Maybe I’ll do the Grand Return…after a leave of absence.
Anyway, Meridee, you have been my lifeline. Hell, I’m not even drinking anymore.
You tend to bring out the best in people just by believing the best is there in
them, even when we can’t see it ourselves. Harry could benefit from having that
kind of attitude. He is just the opposite, especially when it comes to me. You
make me believe I’m not all that bad.

I have transferred some of the money to Mother. Now she’s
getting what she needs and I have repaid the money I lost of hers and paid the
lawyers. If I have to go to jail, I will. I’ll come out ready to make it all
right.

Meridee, I never told anybody else, but you know I’ve been
seeing Vivi on and off for years. I think…I think I love her. This is a strange
feeling for me, but in case anything happens, just let her know for me,
okay?

I’ll keep you posted.

Love,

Lewis

I felt breathless. Like the feeling you get at a white-knuckle,
edge-of-your-seat movie or on a massive roller-coaster ride at an amusement
park. I felt sad and full of love and filled with so much guilt for both Meridee
and Lewis. I felt guilty for the ways I had thought about Lewis. I had taken
Harry’s view of him as my own, always ready to shake my head in disappointment
or disgust when anyone mentioned his name. When I’d heard about him and Vivi
getting involved, I’d been full of snobbery and disapproval and always thought
Vivi could do better. Truth was, I’d never developed my own opinions—I just
followed in Harry’s footsteps.

I was ashamed.

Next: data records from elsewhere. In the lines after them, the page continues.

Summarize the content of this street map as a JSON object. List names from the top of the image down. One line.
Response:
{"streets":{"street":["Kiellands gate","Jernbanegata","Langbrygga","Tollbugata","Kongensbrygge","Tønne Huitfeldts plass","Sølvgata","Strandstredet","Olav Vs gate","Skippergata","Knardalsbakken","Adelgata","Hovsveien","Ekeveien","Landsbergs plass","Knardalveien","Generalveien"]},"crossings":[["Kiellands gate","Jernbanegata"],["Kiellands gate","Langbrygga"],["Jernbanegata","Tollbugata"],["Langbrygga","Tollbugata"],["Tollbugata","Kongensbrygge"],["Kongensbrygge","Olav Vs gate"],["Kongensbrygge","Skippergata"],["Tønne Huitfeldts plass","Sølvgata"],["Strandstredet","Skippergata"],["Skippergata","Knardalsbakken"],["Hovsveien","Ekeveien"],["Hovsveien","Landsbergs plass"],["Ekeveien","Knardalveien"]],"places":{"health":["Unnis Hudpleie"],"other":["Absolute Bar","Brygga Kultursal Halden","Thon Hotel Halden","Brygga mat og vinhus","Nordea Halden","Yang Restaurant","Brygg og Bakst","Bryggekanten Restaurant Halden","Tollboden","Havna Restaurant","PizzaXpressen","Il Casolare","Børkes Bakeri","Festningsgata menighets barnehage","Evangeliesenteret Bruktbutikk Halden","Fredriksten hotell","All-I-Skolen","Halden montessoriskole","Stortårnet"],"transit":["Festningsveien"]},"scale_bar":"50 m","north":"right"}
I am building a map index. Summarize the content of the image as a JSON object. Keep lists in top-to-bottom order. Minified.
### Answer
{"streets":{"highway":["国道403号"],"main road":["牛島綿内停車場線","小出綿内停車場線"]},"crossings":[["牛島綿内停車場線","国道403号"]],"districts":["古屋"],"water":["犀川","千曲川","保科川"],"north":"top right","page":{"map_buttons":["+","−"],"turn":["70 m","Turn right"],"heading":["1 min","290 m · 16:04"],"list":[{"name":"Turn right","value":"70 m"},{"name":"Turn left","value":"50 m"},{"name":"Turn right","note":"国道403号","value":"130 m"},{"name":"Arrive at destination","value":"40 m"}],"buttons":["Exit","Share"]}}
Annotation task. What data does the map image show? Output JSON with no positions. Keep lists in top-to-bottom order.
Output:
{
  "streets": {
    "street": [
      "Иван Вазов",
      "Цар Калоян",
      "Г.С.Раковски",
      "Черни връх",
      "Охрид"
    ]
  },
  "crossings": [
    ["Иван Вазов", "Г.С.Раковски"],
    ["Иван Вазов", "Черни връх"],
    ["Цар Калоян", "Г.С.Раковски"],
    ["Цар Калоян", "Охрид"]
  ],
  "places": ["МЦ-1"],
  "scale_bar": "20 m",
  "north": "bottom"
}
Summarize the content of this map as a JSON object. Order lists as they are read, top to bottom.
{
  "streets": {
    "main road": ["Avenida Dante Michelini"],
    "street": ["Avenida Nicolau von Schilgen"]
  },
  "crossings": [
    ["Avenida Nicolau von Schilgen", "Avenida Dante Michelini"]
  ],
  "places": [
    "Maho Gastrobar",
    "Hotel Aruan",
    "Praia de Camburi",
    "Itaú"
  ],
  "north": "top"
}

I spent my days clicking my Jimmy Choos as if I
was all that, but I hadn’t even bothered to think for myself.
How could I be a successful attorney,
I wondered now,
if I let Harry do all my thinking?

I stopped reading and sat still, wondering what in the world I
had become. I don’t think I was ever more ashamed of myself as I was in that
moment sitting there in the dark, damp hallway of Meridee’s house. How long had
it been, I wondered, since I had thought for myself? Since I had made my own
decisions? I had spent the past ten years trying to become what Harry needed.
What Harry wanted me to be. I wasn’t myself anymore.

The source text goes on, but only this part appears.